(Data to examine Opens)

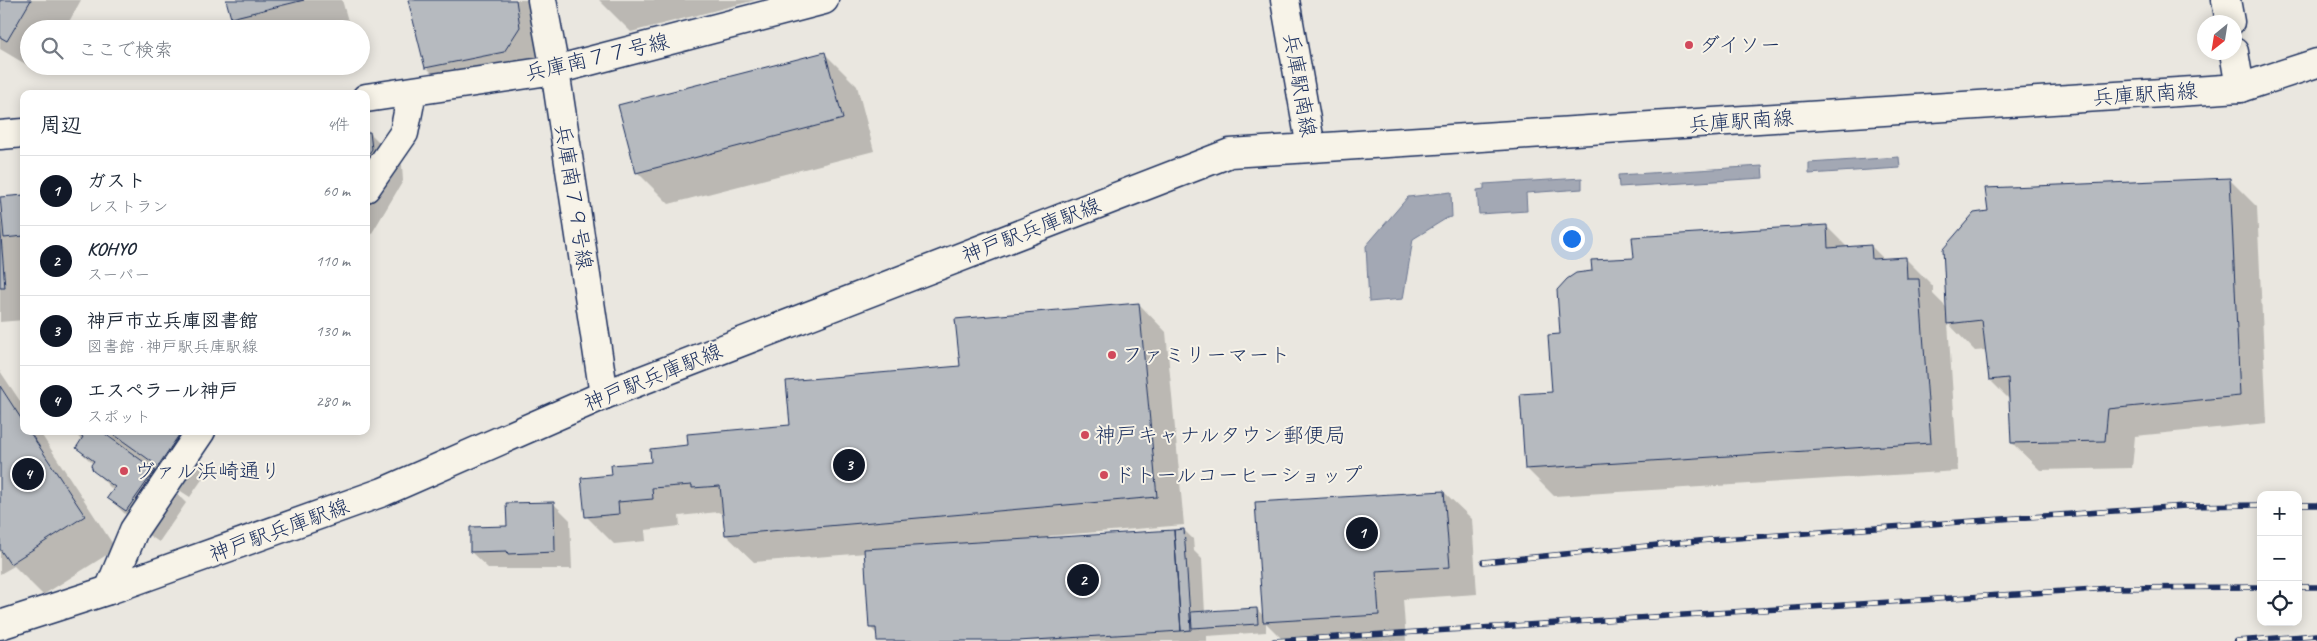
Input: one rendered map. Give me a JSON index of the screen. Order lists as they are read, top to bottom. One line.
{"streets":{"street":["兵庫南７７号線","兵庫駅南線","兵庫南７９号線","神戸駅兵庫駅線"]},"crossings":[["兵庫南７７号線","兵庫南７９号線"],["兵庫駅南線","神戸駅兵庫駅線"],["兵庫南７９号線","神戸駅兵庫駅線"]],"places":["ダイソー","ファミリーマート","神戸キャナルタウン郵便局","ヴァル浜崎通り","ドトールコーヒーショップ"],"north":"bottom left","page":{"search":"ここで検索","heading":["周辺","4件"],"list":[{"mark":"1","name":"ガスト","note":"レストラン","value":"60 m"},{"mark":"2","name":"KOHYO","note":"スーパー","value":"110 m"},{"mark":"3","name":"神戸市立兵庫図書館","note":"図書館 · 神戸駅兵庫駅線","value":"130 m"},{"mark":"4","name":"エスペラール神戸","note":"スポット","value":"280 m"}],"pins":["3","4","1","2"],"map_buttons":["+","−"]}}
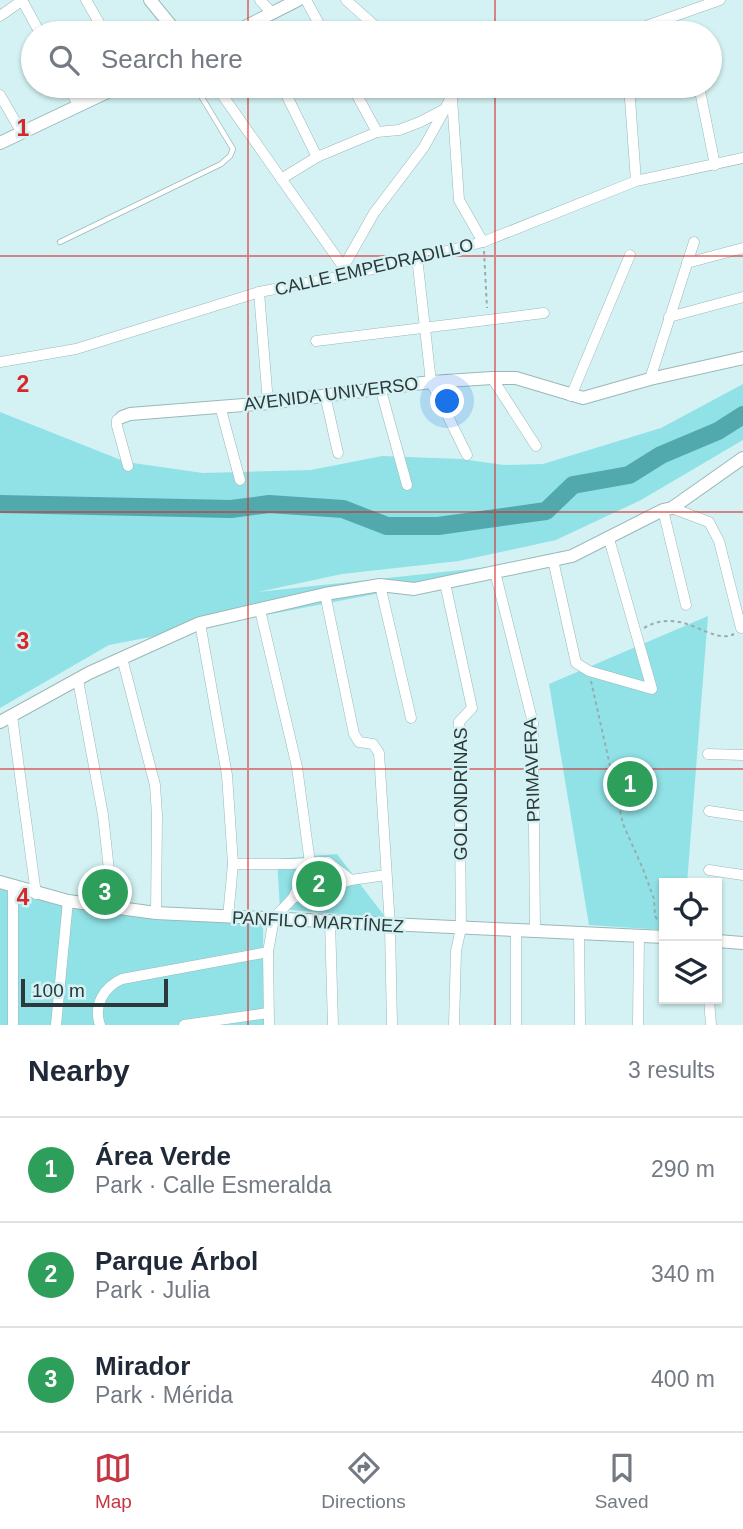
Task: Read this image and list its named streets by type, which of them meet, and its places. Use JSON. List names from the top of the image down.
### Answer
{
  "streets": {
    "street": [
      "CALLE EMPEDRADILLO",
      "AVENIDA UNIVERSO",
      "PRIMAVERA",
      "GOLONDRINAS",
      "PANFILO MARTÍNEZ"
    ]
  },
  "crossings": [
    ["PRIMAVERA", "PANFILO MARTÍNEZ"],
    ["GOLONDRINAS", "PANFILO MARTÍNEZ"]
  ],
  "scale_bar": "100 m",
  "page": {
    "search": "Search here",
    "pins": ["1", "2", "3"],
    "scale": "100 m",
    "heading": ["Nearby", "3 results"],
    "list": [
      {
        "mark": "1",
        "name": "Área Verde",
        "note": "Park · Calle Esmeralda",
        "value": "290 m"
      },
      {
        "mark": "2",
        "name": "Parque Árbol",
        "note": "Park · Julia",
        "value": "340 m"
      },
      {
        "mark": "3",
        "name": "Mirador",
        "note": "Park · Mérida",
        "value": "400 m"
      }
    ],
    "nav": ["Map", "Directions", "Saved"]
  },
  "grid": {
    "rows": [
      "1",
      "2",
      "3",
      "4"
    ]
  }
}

(Data to examine Closes)

Starting from the first line of the entries above, print each line exactly until the line containing "Task: Read this" has been printed, and skip the pictures.

Input: one rendered map. Give me a JSON index of the screen. Order lists as they are read, top to bottom. One line.
{"streets":{"street":["兵庫南７７号線","兵庫駅南線","兵庫南７９号線","神戸駅兵庫駅線"]},"crossings":[["兵庫南７７号線","兵庫南７９号線"],["兵庫駅南線","神戸駅兵庫駅線"],["兵庫南７９号線","神戸駅兵庫駅線"]],"places":["ダイソー","ファミリーマート","神戸キャナルタウン郵便局","ヴァル浜崎通り","ドトールコーヒーショップ"],"north":"bottom left","page":{"search":"ここで検索","heading":["周辺","4件"],"list":[{"mark":"1","name":"ガスト","note":"レストラン","value":"60 m"},{"mark":"2","name":"KOHYO","note":"スーパー","value":"110 m"},{"mark":"3","name":"神戸市立兵庫図書館","note":"図書館 · 神戸駅兵庫駅線","value":"130 m"},{"mark":"4","name":"エスペラール神戸","note":"スポット","value":"280 m"}],"pins":["3","4","1","2"],"map_buttons":["+","−"]}}
Task: Read this image and list its named streets by type, which of them meet, and its places. Use JSON. List names from the top of the image down.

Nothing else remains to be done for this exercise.